Before heading to Orange for the Christmas holiday celebration with the B family, I had reached into our cellar and pulled out a bottle of 2004 Barbaresco Pora by Produttori del Barbaresco. Frankly, the wine was too tight, overwhelmingly tannic, and even though it opened up over the course of the evening, it’s going through a nearly undrinkable period in its evolution. But that’s part of my love affair with this winery: experiencing the wine and the different single-vineyard expressions at different points in its life. And there are more bottles of 04 Pora to be had in our cellar. We ended up lingering over wine, sipping it is a meditative wine as we retired to the living room and watched a movie together and munched on oatmeal cookies that Tracie B and Mrs. B had baked that afternoon.
Above: Nephew Tobey wasn’t concerned with wine pairing. But he sure loved him some chicken and dumplings!
Happy Sunday ya’ll and thanks for reading!
Good to know about the 04 Pora – we are still sitting on quite a bit at the restaurant.
The chicken and dumplings look incredible. Mom and grandma made those when I was growing up. Lambrusco sounds like a nice match and maybe even some good Amontillado sherry would compliment.

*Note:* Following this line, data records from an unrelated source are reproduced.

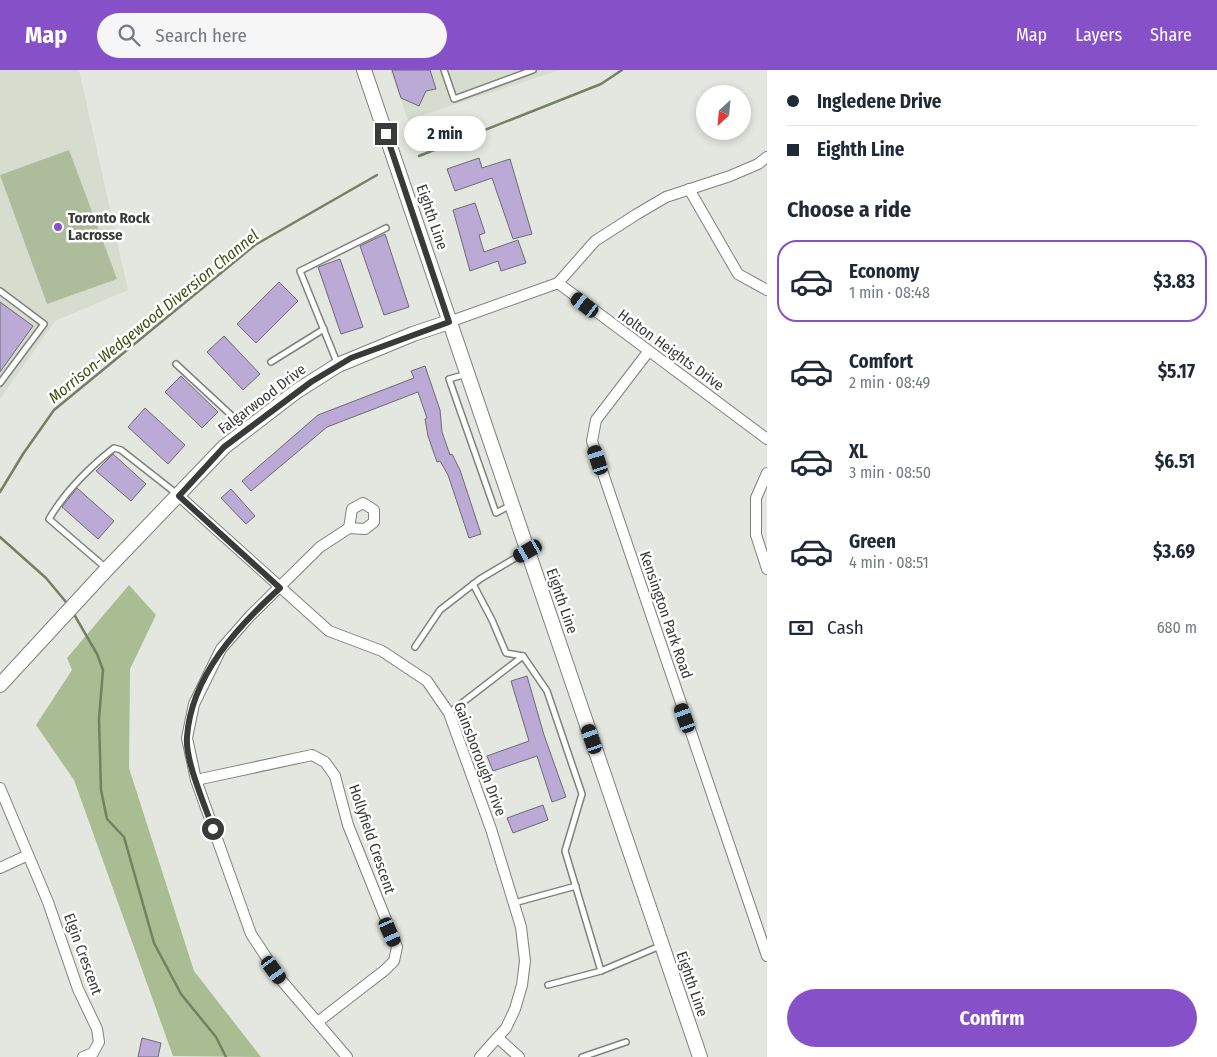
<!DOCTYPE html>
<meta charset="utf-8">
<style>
:root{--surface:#fff;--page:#f6f6f7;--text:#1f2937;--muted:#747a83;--line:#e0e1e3;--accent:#8650c8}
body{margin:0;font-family:"Fira Sans Condensed",sans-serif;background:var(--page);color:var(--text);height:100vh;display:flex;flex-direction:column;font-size:19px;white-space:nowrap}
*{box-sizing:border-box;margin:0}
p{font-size:16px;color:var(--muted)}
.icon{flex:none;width:28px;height:28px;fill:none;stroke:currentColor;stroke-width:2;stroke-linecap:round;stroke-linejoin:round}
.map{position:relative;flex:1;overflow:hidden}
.panel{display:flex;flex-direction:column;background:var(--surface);width:450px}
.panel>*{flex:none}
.hud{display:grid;align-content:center;height:110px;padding:0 20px;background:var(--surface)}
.needle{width:32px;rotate:206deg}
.tools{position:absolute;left:696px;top:15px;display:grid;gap:10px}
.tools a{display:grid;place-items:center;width:55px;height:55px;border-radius:50%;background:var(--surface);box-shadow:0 2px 8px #0003;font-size:25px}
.end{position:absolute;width:22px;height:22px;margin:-11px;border:6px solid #393b38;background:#fff;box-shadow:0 0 0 2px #fff}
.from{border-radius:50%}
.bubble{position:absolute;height:35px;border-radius:18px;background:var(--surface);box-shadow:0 2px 8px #0003;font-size:16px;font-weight:700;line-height:35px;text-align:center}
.car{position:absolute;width:15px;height:30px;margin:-15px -8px;border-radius:6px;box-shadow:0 0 4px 1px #0007;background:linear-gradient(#222 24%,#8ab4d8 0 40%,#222 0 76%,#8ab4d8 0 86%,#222 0)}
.hud b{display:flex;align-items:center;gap:18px;height:48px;font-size:19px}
.hud b+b{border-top:1px solid var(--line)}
.hud i{width:12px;height:12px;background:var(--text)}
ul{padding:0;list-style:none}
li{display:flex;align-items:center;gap:15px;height:82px;margin:0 10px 8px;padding:0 10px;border:2px solid transparent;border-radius:20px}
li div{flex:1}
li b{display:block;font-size:19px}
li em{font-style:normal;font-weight:700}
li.on{border-color:var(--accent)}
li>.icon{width:45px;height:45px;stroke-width:1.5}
h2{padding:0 20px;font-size:22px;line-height:60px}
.pay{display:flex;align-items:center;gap:12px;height:55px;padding:0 20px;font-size:19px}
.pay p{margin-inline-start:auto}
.cta{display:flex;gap:10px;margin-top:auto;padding:10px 20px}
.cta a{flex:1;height:58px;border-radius:30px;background:var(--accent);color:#fff;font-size:20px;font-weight:700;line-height:58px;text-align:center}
header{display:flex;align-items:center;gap:30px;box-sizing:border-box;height:70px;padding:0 25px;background:var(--accent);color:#fff}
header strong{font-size:24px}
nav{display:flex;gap:28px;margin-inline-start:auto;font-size:18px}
.search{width:350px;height:45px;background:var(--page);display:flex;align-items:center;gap:12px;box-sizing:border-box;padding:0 18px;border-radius:28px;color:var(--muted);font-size:19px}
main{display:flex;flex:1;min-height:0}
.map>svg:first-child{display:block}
</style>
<header>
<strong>Map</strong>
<div class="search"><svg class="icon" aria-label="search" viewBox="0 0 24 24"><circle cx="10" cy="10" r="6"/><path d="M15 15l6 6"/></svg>Search here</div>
<nav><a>Map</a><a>Layers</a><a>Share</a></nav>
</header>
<main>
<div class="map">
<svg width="767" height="987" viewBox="0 0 767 987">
<rect width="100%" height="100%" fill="#e3e7df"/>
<g fill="#d6ddce">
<polygon points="0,0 79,0 128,220 55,251 0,329"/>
<polygon points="390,0 560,0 408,50"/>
</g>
<polygon fill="#adbc9a" points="69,80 117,209 47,234 0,105"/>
<polygon fill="#aabd92" points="129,515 156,545 130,599 129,698 194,901 261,987 173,986 74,710 36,655 72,600 67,588"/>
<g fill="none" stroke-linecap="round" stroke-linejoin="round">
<g stroke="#738163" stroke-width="2.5">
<polyline points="419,86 601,14 622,0"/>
<polyline points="0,422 23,384 54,340 255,175 377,105"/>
<polyline points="0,467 46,508 66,532"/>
<polyline points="75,546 97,584 103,600 99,649 101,720 107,749 124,767 154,873 181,924 216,967 226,987"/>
</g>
</g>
<g fill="#baaad5" stroke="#6e6b73">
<polygon points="392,0 430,0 436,19 426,21 419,36 401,28"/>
<polygon points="479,88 482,98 510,89 532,164 513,169 492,108 455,121 447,99"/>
<polygon points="475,133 485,163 479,165 484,182 518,170 526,193 501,201 498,191 470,201 453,140"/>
<polygon points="385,164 409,237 384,245 360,176"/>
<polygon points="340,189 363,257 341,264 318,197"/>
<polygon points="279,212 298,231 256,273 237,254"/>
<polygon points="0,232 33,256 0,302"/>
<polygon points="224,266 260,304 243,320 207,282"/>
<polygon points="425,296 440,340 442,362 450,385 452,384 460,400 481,464 469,468 448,405 440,391 437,392 428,366 425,349 427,348 418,322 327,357 251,421 242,411 318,345 414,308 411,301"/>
<polygon points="181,306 218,342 202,358 165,322"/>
<polygon points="145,338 185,375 168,394 128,357"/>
<polygon points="113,384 146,414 131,431 96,401"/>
<polygon points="77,418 114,451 98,469 62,437"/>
<polygon points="231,419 255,446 246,454 221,428"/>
<polygon points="527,606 544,665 566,727 552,732 537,686 493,701 487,686 529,671 511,611"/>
<polygon points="543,735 548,750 513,763 507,748"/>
<polygon points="142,968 161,973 158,987 138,987"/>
</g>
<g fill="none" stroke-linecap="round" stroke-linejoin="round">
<defs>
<g id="lane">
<polyline points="444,0 454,29 533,0"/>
<polyline points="0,221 44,254 0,313"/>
<polyline points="271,292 324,259"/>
<polyline points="176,294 245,358"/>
<polyline points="338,295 300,201 386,158"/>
<polyline points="467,304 449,309 496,443 511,435"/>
<path d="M106,498l-57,-49c16,-27 41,-52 65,-71l7,2 56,44"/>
<polyline points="473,514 492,550 506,583 523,586 547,621 582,724 565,781 601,901"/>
<polyline points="415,577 440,540 480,509 527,481"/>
<polyline points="449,643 523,586"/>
<polyline points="514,833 576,816"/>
<polyline points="548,915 601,901 660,876"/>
<polyline points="582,987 626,972"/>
</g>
<g id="street">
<polyline points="689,119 738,204 767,220"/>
<polyline points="558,213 767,369"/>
<polyline points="449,252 558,213 595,171 637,144 666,127 730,106 758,94 767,87"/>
<polyline points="648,282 596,350 592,371 767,886"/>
<polyline points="767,403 756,428 756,465 767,499"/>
<polyline points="179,426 329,561 382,581 427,611 449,643 491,759 521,857 525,891 522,915 515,939 506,958 480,987"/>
<polygon points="363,433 374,440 374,452 365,459 349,458 352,439"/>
<polyline points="196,710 312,685 325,692 335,706 348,755 397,877 394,891 385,900 319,951"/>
<polyline points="0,718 48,832 78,919 97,959 99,972 93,983 83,987"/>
<polyline points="0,798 28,785"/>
<polyline points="498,968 519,987"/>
<polyline points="347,987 282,911 251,864 196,710 187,668 194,634 221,579 250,546 320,477 349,458"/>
</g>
<g id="secondary">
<polyline points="364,0 700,987"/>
<polyline points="0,615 107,499 224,377 297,321 338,295 413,264 449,252"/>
</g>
</defs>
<use href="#lane" stroke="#7e827a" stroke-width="8"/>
<use href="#street" stroke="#7e827a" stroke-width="12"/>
<use href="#secondary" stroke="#7e827a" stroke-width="16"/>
<use href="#lane" stroke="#fff" stroke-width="5"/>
<use href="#street" stroke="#fff" stroke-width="10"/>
<use href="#secondary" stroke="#fff" stroke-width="14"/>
</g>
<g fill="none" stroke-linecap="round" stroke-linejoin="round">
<path stroke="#393b38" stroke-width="6" d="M213,759c-8,-24 -28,-68 -26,-92 4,-61 51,-111 93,-149l-101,-92 45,-49 87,-65 40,-24 98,-36 -63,-188"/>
</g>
<circle fill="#8650c8" stroke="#fff" stroke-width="2" cx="58" cy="157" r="5"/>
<g text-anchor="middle" stroke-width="5" stroke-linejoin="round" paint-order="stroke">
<g font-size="15" fill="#393b38" stroke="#fff">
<text transform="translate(432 147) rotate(71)" y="5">Eighth Line</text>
<text transform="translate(671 280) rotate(36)" y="5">Holton Heights Drive</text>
<text transform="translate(262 329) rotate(-37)" y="5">Falgarwood Drive</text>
<text transform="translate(562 531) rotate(71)" y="5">Eighth Line</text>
<text transform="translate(666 545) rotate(71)" y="5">Kensington Park Road</text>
<text transform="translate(480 689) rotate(69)" y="5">Gainsborough Drive</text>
<text transform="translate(372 769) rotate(71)" y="5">Hollyfield Crescent</text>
<text transform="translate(83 884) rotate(70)" y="5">Elgin Crescent</text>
<text transform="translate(692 914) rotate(71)" y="5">Eighth Line</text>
</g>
<g font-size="15" font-weight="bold" fill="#393b38" stroke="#fff" text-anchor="start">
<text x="68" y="153">Toronto Rock<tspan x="68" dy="17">Lacrosse</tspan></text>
</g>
<g font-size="16" font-style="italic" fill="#3b5212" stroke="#fff">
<text transform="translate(153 246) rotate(-39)" y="6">Morrison-Wedgewood Diversion Channel</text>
</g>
</g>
</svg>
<div class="tools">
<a><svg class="needle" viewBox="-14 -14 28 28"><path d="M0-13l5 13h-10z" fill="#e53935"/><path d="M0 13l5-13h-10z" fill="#747a83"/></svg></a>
</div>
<i class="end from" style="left:213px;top:759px"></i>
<i class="end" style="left:386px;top:64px"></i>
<div class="bubble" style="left:404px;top:46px;width:82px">2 min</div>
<i class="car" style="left:585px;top:235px;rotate:308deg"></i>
<i class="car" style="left:598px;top:390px;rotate:342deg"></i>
<i class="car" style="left:528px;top:481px;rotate:240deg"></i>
<i class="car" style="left:685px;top:648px;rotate:340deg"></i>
<i class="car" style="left:592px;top:669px;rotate:341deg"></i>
<i class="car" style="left:390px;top:862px;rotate:156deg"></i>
<i class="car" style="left:274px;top:900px;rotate:144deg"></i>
</div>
<section class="panel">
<div class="hud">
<b><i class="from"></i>Ingledene Drive</b>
<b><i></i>Eighth Line</b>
</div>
<h2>Choose a ride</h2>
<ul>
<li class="on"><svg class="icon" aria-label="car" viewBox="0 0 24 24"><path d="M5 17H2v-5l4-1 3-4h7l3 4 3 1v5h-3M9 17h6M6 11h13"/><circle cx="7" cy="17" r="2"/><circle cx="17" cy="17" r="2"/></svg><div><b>Economy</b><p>1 min · 08:48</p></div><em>$3.83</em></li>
<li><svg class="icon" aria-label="car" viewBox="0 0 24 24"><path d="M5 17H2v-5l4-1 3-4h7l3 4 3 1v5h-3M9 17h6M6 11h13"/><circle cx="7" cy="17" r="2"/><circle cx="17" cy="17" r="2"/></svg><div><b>Comfort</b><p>2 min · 08:49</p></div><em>$5.17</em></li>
<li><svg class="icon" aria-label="car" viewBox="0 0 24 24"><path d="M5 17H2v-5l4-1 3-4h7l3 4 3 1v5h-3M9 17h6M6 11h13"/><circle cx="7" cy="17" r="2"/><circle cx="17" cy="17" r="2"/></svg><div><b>XL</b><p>3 min · 08:50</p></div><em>$6.51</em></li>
<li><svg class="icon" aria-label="car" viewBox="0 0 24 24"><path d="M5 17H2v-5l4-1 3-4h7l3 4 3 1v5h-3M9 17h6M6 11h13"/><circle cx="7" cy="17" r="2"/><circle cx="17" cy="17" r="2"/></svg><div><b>Green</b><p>4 min · 08:51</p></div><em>$3.69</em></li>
</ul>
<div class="pay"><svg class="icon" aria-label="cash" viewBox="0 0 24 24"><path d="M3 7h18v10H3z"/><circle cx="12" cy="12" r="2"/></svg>Cash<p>680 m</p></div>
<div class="cta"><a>Confirm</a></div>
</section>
</main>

Best to you and yours in the new year!
I’m gonna throw Chenin Blanc out there. Just throwing it out there. Seeing if it sticks…
@ericasimov Chianti for the true wine lovers, Frappato for the dabblers.
so glad you liked them 2B! nothin’ like makin you happy
Fun post as usual. Something savory feels like would work. The lower-end Produttori 2005 is showing nicely, btw.
Couldn’t agree more about the 2004 Pora. I was at a wine dinner with Aldo Vacca in November where this was served and was surprised no one mentioned it. On another recent occasion, however, the 2004 Montestefano was just gorgeous while the 2004 Montefico seemed quite tight. I was surprised at how well the Montestefano showed at this age. Is that normal?